Beginning at the line that contains "Annotation task. Give", transcribe the remaining lines of the listing exactly; include the final line and omit everything before.

--- THE INPUT ---

################

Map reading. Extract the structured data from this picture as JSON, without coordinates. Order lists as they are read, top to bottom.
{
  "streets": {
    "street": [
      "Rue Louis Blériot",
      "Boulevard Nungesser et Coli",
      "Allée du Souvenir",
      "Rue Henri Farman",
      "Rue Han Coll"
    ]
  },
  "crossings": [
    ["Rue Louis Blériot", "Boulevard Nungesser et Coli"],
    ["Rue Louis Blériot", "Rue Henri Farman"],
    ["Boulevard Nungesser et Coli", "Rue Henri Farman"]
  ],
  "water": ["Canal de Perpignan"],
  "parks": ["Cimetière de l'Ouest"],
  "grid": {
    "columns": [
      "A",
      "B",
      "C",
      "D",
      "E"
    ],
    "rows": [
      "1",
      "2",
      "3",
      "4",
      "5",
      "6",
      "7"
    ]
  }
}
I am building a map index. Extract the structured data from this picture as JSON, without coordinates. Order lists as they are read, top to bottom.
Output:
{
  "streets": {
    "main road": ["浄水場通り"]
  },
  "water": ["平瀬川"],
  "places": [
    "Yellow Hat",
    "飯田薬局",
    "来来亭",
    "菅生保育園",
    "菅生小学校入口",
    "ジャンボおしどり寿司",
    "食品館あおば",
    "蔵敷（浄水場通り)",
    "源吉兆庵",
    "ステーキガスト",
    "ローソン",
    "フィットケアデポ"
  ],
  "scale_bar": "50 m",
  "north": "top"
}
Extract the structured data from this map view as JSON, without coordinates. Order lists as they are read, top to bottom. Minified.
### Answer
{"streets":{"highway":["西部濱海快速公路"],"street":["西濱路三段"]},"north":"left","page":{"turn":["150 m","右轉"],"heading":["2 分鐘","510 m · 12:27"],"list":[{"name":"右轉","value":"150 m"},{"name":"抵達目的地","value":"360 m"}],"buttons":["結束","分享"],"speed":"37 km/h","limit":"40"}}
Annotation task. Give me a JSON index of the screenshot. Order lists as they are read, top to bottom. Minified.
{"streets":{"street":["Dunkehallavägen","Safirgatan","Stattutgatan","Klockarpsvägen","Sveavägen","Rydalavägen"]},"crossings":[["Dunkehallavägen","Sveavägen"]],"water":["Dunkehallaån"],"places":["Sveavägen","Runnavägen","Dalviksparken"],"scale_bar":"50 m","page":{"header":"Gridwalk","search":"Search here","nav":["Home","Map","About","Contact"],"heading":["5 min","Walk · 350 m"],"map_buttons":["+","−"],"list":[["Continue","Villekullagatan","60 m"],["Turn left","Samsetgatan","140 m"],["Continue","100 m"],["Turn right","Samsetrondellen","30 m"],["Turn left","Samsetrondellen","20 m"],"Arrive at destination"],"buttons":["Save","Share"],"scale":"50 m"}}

################

--- THE COMPLETED TASK ---
Annotation task. Give me a JSON index of the screenshot. Order lists as they are read, top to bottom. Minified.
{"streets":{"street":["Dunkehallavägen","Safirgatan","Stattutgatan","Klockarpsvägen","Sveavägen","Rydalavägen"]},"crossings":[["Dunkehallavägen","Sveavägen"]],"water":["Dunkehallaån"],"places":["Sveavägen","Runnavägen","Dalviksparken"],"scale_bar":"50 m","page":{"header":"Gridwalk","search":"Search here","nav":["Home","Map","About","Contact"],"heading":["5 min","Walk · 350 m"],"map_buttons":["+","−"],"list":[["Continue","Villekullagatan","60 m"],["Turn left","Samsetgatan","140 m"],["Continue","100 m"],["Turn right","Samsetrondellen","30 m"],["Turn left","Samsetrondellen","20 m"],"Arrive at destination"],"buttons":["Save","Share"],"scale":"50 m"}}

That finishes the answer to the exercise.